I go through love/hate periods with exercise. More on that in a different post.

 Fortunately, at the beginning of March we had some unseasonably warm weather. Unfortunately, that meant that I had to confront the issue that NONE of my summer clothes fit me. You see, all of my summer clothes are size 12, Medium and Large, with just a couple size XL shirts I kept from about 2007 when I was losing weight for the first time (soooo that means beat up and not stylish AT. ALL.) Obviously last summer I didn't buy any new "normal" clothes because I was strutting my stuff in (super cool) maternity clothes.  So even if my stuff did fit me, I probably wouldn't want to wear most of it because it is old and has seen better days. This is how I initially tried to make myself feel better. Didn't work.  Then I did the unthinkable. The thing I swore I wasn't going to do.  I went through all of my clothes.  I put away the things that don't fit but I will want to wear again when the time is right.  I gave away-- and even threw away in some gross cases--the stuff that I don't want to wear again.  Now I have a very sparse closet.  Weather is back to normal, so it's not a daily confrontation anymore, but that is only temorary. Eventually it will be warm again and it will stay for awhile. That's when I'll end up being in trouble if I don't stick with this...

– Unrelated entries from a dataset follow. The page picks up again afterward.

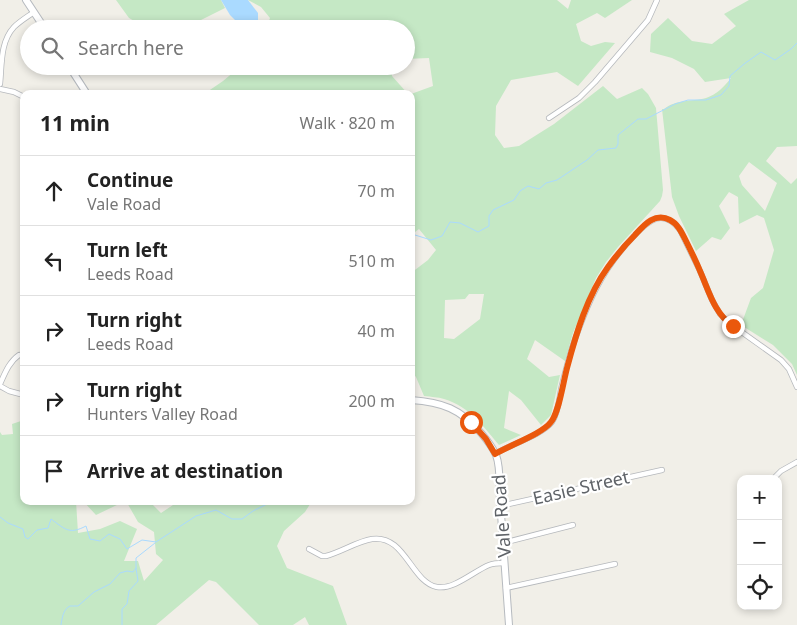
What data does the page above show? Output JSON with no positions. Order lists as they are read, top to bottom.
{
  "streets": {
    "main road": ["Vale Road"],
    "street": ["Easie Street"]
  },
  "crossings": [
    ["Easie Street", "Vale Road"]
  ],
  "page": {
    "search": "Search here",
    "heading": ["11 min", "Walk · 820 m"],
    "list": [
      ["Continue", "Vale Road", "70 m"],
      ["Turn left", "Leeds Road", "510 m"],
      ["Turn right", "Leeds Road", "40 m"],
      ["Turn right", "Hunters Valley Road", "200 m"],
      "Arrive at destination"
    ],
    "map_buttons": ["+", "−"]
  }
}
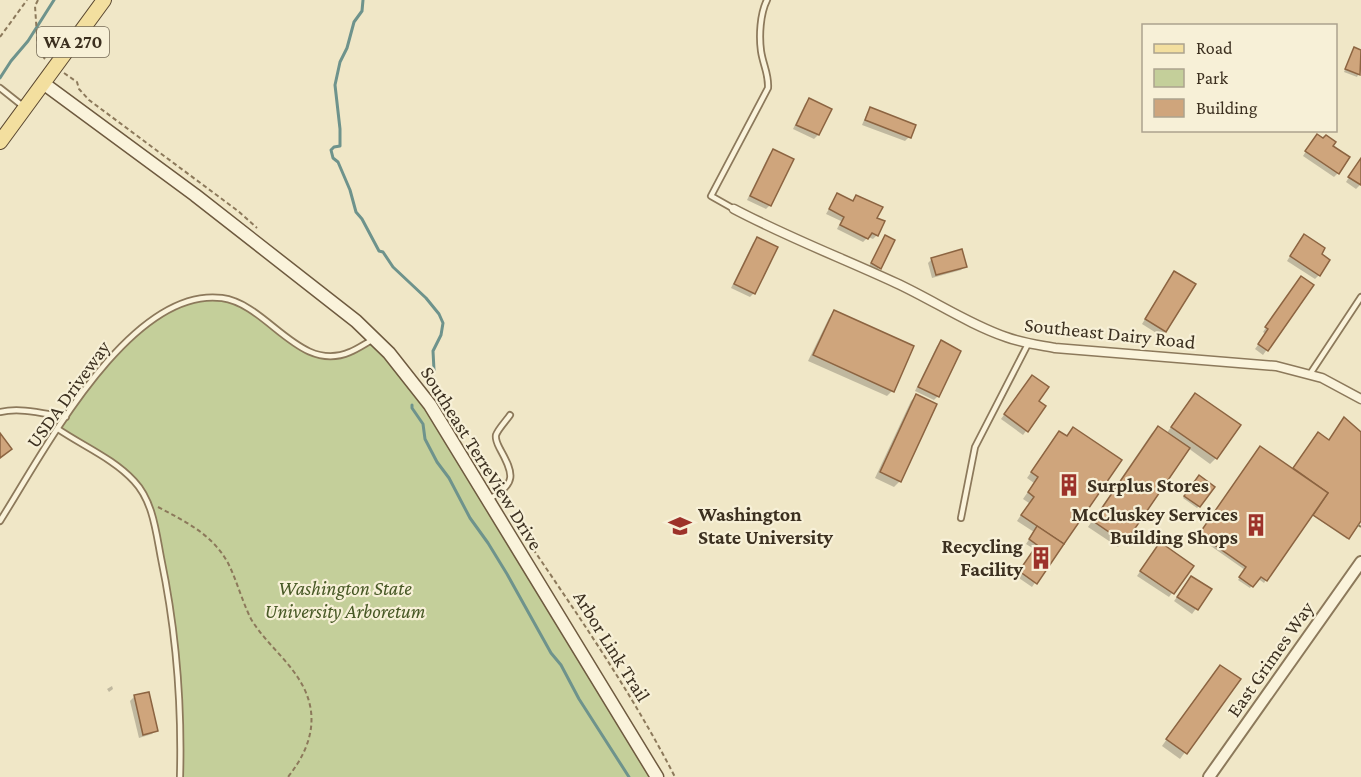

So, during that unseasonably warm time I was WAY more active. Little guy and I went for a walk every single day. Of course, then I remembered that since he was born in July and we had the mildest fall and winter ever, I should have been doing that a long time ago. And that just  led to the self-hating that has become so prevelant in my life lately.  Moving on, I found my old dry erase board from my dorm-dwelling days and used it to make a visual plan that sits within eyesight of my elliptical.  It's really not complicated, just an "I will go on this elliptical every single day" kind of thing. It's amazing how much of a difference that actually makes.